Work instructions >>
Using the data below, copy every line that contains the word "Math".

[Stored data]
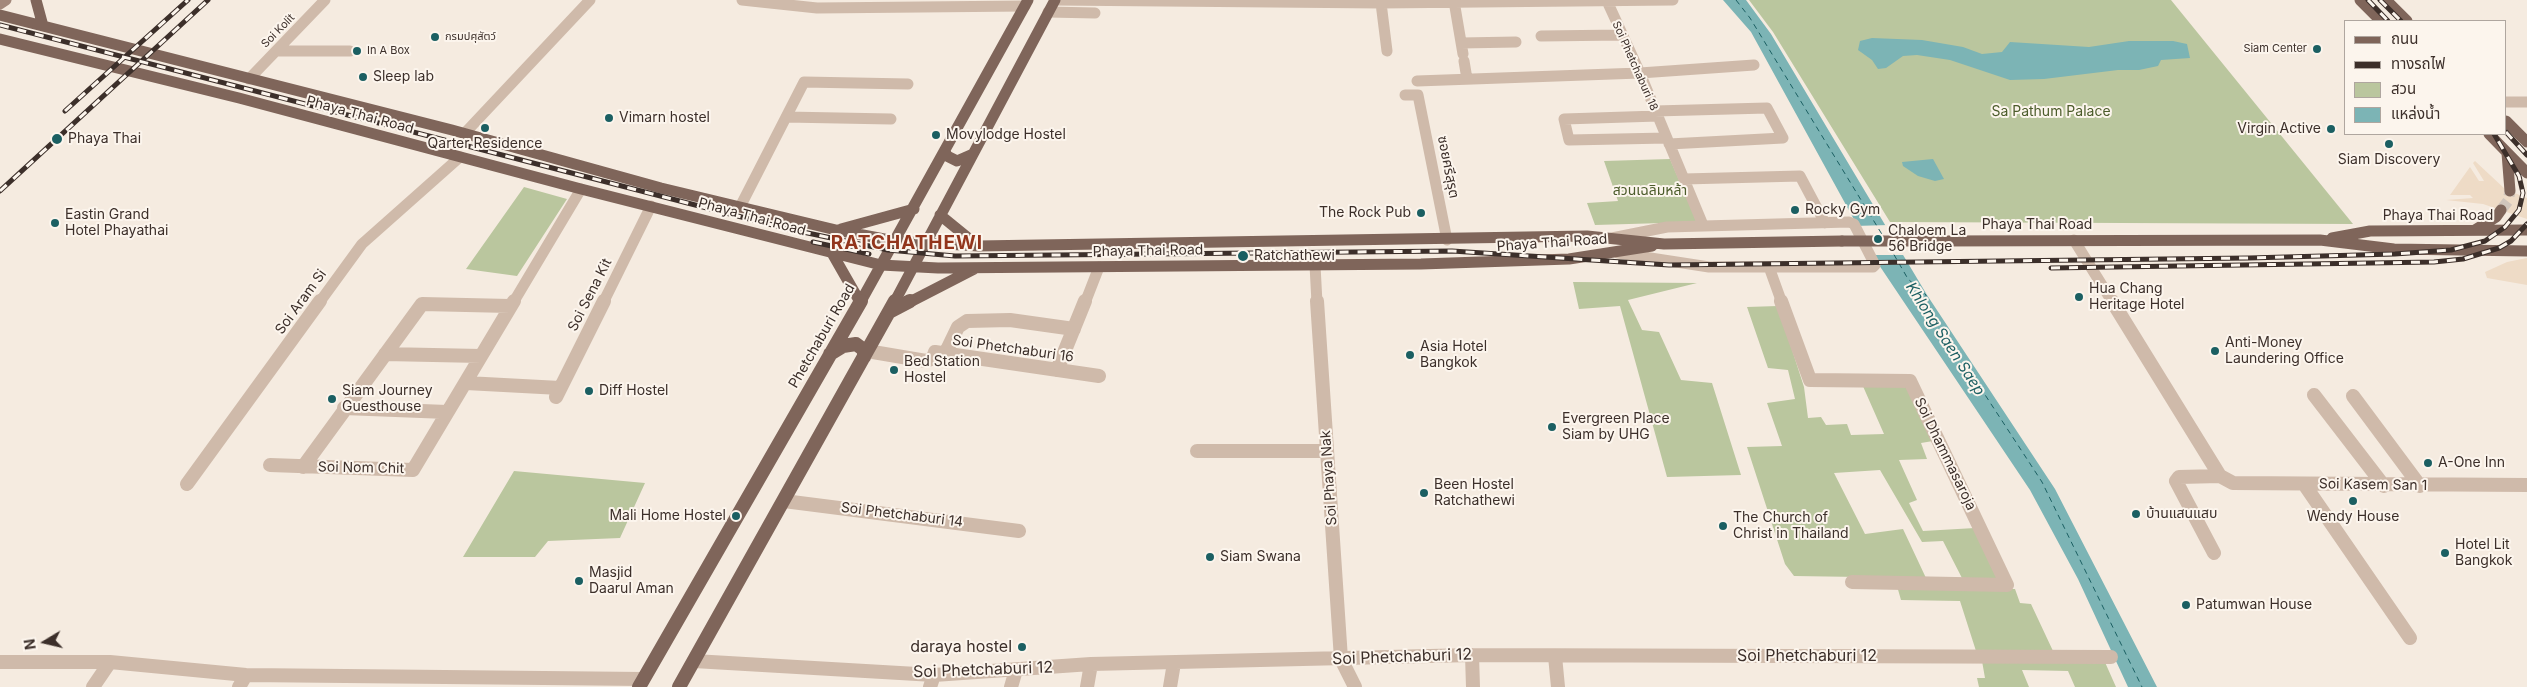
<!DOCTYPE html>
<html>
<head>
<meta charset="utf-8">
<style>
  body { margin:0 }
  #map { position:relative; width:2527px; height:687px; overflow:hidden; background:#f5ebe0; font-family:Inter,"Noto Sans Thai",sans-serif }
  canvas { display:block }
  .legend { position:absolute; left:2344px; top:20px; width:162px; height:115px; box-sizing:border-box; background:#fcf5ed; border:1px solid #afa69f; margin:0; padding:6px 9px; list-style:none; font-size:15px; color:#3c2f2a }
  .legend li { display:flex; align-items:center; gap:10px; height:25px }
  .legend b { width:25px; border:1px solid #afa69f }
  .north { position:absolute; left:20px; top:617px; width:50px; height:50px; -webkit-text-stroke:4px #fcf5ed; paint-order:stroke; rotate:261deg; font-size:14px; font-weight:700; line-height:20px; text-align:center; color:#3c2f2a }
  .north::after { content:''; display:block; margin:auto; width:18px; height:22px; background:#3c2f2a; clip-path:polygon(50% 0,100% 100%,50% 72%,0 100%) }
</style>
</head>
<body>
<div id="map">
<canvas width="2527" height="687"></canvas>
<ul class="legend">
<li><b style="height:6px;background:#7f655a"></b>ถนน</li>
<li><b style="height:6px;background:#3c2f2a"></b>ทางรถไฟ</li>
<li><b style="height:14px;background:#bac69e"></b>สวน</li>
<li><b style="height:14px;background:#7cb4b5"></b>แหล่งน้ำ</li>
</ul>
<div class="north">N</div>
</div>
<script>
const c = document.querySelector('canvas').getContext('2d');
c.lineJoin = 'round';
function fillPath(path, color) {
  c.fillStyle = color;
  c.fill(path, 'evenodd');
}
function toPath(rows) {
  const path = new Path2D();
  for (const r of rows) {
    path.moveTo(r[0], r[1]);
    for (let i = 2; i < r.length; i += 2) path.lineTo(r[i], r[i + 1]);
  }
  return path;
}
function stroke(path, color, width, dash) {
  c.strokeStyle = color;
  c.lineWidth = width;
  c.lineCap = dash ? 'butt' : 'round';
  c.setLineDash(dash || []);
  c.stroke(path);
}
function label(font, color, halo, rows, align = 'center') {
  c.font = font + ' Inter,"Noto Sans Thai",sans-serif';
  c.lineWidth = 4;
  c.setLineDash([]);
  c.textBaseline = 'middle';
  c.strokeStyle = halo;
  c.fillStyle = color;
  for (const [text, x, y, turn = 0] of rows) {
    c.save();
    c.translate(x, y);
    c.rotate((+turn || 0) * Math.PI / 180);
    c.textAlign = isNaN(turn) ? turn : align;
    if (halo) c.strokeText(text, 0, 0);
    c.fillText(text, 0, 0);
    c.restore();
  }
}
fillPath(toPath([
  [1749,0,2171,0,2353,224,1890,222,1773,32],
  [1670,159,1697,222,1595,225,1587,203,1618,201,1604,161],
  [524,187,567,199,517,276,466,269],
  [1573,282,1697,283,1628,300,1642,330,1659,332,1681,380,1712,383,1741,475,1667,477,1620,306,1579,309],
  [1778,306,1804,387,1808,418,1821,417,1826,425,1847,424,1851,435,1884,434,1862,384,1907,383,1933,441,1921,443,1927,459,1899,460,1917,500,1909,503,1923,531,1975,528,2001,581,1963,580,1943,541,1922,542,1880,470,1834,473,1865,534,1903,529,1926,578,1794,576,1785,564,1747,447,1782,446,1767,403,1795,399,1788,370,1768,368,1747,307],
  [514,471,645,483,620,538,548,541,535,557,463,557],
  [1897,586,2015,589,2020,603,2031,604,2053,651,1976,651,1960,601,1901,600],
  [2104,660,2116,687,2075,687,2068,671,2022,670,2029,687,1979,687,1977,678,1985,678,1982,661]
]), '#bac69e');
fillPath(toPath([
  [2475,161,2505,189,2527,198,2527,219,2483,204,2446,200,2473,198,2470,195,2450,195,2470,167,2479,181,2484,181,2473,163],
  [2527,258,2527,285,2487,278,2485,272,2507,262]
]), '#eedbc6');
fillPath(toPath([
  [1723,0,1746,0,1771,34,1927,295,2055,489,2157,687,2128,687,2078,579,2030,490,1879,265,1751,32],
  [1872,38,1922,40,1963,47,1982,54,2002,52,2010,42,2089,47,2129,41,2173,41,2187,44,2190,58,2161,60,2158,66,2139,70,2118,70,2044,79,2010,80,1950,60,1917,55,1903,56,1886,68,1878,69,1872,60,1858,50,1860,41],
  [1933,159,1944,179,1935,181,1918,176,1903,166,1902,162]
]), '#7cb4b5');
fillPath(toPath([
  [1889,225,1906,255,1871,255,1854,226]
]), '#f5ebe0');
stroke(toPath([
  [1736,0,1750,18,1883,236],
  [1889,246,1908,279,1926,295,1927,306,2042,482,2142,687]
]), '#1b5f62', 1, [5.5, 4.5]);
stroke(toPath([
  [2501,210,2508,201,2510,191]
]), '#d0c5bc', 11, [11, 5.5]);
stroke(toPath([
  [742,0,817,8,1025,6],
  [1055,0,1381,3,1673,0],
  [1454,1,1463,54],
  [1607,1,1640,73,1703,225],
  [1381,3,1387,51],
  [1048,12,1095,13],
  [1541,36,1622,35],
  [1461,43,1516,42],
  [276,51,350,51],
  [1464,61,1467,79],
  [249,79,325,0],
  [1417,81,1640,73,1754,65],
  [1405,95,1418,95,1447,240],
  [2506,102,2527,102],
  [1655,111,1767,108,1783,138,1669,144],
  [1658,116,1564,119,1569,140,1667,138],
  [786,117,891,119],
  [464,134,590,0],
  [1684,179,1800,176,1825,223],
  [740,207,804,82,908,84],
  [1612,238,1667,227,1849,222,1854,224,1875,265,1873,267,1709,267,1618,253],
  [2074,240,2113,303],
  [1315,265,1317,303],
  [1769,267,1782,303],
  [319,303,362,244,460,157],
  [513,303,581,189],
  [603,303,651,206],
  [1085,303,1099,267]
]), '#cfbaaa', 11);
stroke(toPath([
  [1317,301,1341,659,1355,687],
  [1781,301,1810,380,1910,381,2007,585,1852,582],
  [2112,301,2220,476,2233,483,2527,485],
  [867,351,926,361,933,358,935,352,1099,376],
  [385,354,481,356],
  [945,354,958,327,967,321,1010,320,1074,329],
  [1057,370,1085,301],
  [466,383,560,388],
  [2314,395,2384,486],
  [2353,396,2420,486],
  [556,397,604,301],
  [344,408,447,412],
  [1197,451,1327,451],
  [270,465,413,470,514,301],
  [303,467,422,304,510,306],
  [187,484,320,301],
  [2304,484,2410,638],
  [784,501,1019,531],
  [2214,553,2176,481,2179,477,2220,476],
  [1472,655,1473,687],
  [1555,656,1558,687],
  [694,661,934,675,1091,664,1472,655,2111,657],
  [0,662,110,662,246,675,643,679],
  [93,687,110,662],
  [239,687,246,675],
  [930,687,934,675],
  [1011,687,1016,670],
  [1087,687,1091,664],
  [1170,687,1174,663]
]), '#cfbaaa', 14);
stroke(toPath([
  [0,4,6,0]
]), '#a3887b', 11);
stroke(toPath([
  [36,0,43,26],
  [2360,0,2381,21],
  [2386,0,2407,21],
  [0,15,452,130,661,188,836,230,895,241,978,246,1587,236,1664,244,1842,241],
  [0,39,239,98,581,189,881,265,938,268,1421,264,1569,259,1652,246],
  [2506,121,2527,142],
  [2489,134,2527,173],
  [945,151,947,156,957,161,973,154],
  [2507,153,2510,191],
  [940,215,978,246],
  [841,229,914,209],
  [2475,230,2496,217,2501,210],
  [2332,238,2370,231,2527,230],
  [1935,241,2320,240,2394,249,2527,251],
  [832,253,860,302],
  [860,303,1028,0],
  [894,303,1055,0],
  [908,303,974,269]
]), '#7f655a', 11);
stroke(toPath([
  [889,312,910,301],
  [830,354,843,346,856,344,864,350,864,357],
  [639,687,861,301],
  [679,687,895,301]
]), '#7f655a', 14);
const rail = toPath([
  [2368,0,2388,21],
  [2380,0,2401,21],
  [0,25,784,228,888,250,955,256,1452,251,1669,265,2249,258,2395,254,2451,250,2485,241,2505,227,2519,210,2523,193,2519,176,2494,134],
  [65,111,188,0],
  [2506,132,2527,155],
  [0,191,208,0],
  [813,242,869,254],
  [2051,268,2434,262,2463,259,2499,248,2511,241,2527,224]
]);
stroke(rail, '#3c2f2a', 5);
stroke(rail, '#fcf5ed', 3, [9]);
stroke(toPath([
  [1842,241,1935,241]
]), '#7f655a', 11);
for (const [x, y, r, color] of [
  [435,37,5,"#1b5f62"],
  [2317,49,5,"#1b5f62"],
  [357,51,5,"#1b5f62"],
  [363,77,5,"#1b5f62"],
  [609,118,5,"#1b5f62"],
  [485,128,5,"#1b5f62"],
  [2331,129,5,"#1b5f62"],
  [936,135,5,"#1b5f62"],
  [57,139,6,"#1b5f62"],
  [2389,144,5,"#1b5f62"],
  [1795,210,5,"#1b5f62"],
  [1421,213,5,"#1b5f62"],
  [55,223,5,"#1b5f62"],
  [1878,239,5,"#1b5f62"],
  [1243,256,6,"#1b5f62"],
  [2079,297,5,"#1b5f62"],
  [2215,351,5,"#1b5f62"],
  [1410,355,5,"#1b5f62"],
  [894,370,5,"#1b5f62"],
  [589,391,5,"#1b5f62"],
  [332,399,5,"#1b5f62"],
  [1552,427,5,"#1b5f62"],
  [2428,463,5,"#1b5f62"],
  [1424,493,5,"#1b5f62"],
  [2353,501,5,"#1b5f62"],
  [2136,514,5,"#1b5f62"],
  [736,516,5,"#1b5f62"],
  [1723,526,5,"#1b5f62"],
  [2445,553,5,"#1b5f62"],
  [1210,557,5,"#1b5f62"],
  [579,581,5,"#1b5f62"],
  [2186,605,5,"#1b5f62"],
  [1022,647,5,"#1b5f62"]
]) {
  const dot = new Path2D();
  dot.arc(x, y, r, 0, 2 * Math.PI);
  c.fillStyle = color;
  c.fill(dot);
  stroke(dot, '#fcf5ed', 2);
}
label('11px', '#3c2f2a', '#fcf5ed', [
  ["Soi Kolit",278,31,-46],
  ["Soi Phetchaburi 18",1635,66,66]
]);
label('11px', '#3c2f2a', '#fcf5ed', [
  ["กรมปศุสัตว์",445,37],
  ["Siam Center",2307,49,"right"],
  ["In A Box",367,51]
], 'left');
label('14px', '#3c2f2a', '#fcf5ed', [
  ["Sleep lab",373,77],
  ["Vimarn hostel",619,118],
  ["Virgin Active",2321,129,"right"],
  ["Movylodge Hostel",946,135],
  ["Phaya Thai",68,139],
  ["Qarter Residence",485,144,"center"],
  ["Siam Discovery",2389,160,"center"],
  ["Rocky Gym",1805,210],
  ["The Rock Pub",1411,213,"right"],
  ["Eastin Grand",65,215],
  ["Hotel Phayathai",65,231],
  ["Chaloem La",1888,231],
  ["56 Bridge",1888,247],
  ["Ratchathewi",1254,256],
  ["Hua Chang",2089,289],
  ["Heritage Hotel",2089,305],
  ["Anti-Money",2225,343],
  ["Laundering Office",2225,359],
  ["Asia Hotel",1420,347],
  ["Bangkok",1420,363],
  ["Bed Station",904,362],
  ["Hostel",904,378],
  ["Siam Journey",342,391],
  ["Guesthouse",342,407],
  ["Diff Hostel",599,391],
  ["Evergreen Place",1562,419],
  ["Siam by UHG",1562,435],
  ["A-One Inn",2438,463],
  ["Been Hostel",1434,485],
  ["Ratchathewi",1434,501],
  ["บ้านแสนแสบ",2146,514],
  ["Mali Home Hostel",726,516,"right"],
  ["Wendy House",2353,517,"center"],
  ["The Church of",1733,518],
  ["Christ in Thailand",1733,534],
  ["Hotel Lit",2455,545],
  ["Bangkok",2455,561],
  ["Siam Swana",1220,557],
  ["Masjid",589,573],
  ["Daarul Aman",589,589],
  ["Patumwan House",2196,605]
], 'left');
label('14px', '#4c5c2b', '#fcf5ed', [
  ["Sa Pathum Palace",2051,112],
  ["สวนเฉลิมหล้า",1650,191]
]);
label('14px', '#3c2f2a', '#fcf5ed', [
  ["Phaya Thai Road",360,115,15],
  ["ซอยศรีสุรุต",1448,167,79],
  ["Phaya Thai Road",2438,216],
  ["Phaya Thai Road",752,217,15],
  ["Phaya Thai Road",2037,225],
  ["Phaya Thai Road",1552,243,-4],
  ["Phaya Thai Road",1148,251,-1],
  ["Soi Sena Kit",590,295,-63],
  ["Soi Aram Si",301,302,-54],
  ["Phetchaburi Road",822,336,-60],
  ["Soi Phetchaburi 16",1013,349,8],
  ["Soi Dhammasaroja",1945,454,64],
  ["Soi Nom Chit",361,468,1],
  ["Soi Phaya Nak",1329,478,-94],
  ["Soi Kasem San 1",2373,485,1],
  ["Soi Phetchaburi 14",902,515,7]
]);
label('italic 15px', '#1b5f62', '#fcf5ed', [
  ["Khlong Saen Saep",1945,339,57]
]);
label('16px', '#3c2f2a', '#fcf5ed', [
  ["daraya hostel",1012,647]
], 'right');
label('16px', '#3c2f2a', '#fcf5ed', [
  ["Soi Phetchaburi 12",1807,656],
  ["Soi Phetchaburi 12",1402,657,-2],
  ["Soi Phetchaburi 12",983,670,-2]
]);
c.letterSpacing = '1px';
label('bold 19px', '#92351c', '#fcf5ed', [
  ["RATCHATHEWI",907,243]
]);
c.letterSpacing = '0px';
</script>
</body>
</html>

Output for this task >>
    c.rotate((+turn || 0) * Math.PI / 180);
  dot.arc(x, y, r, 0, 2 * Math.PI);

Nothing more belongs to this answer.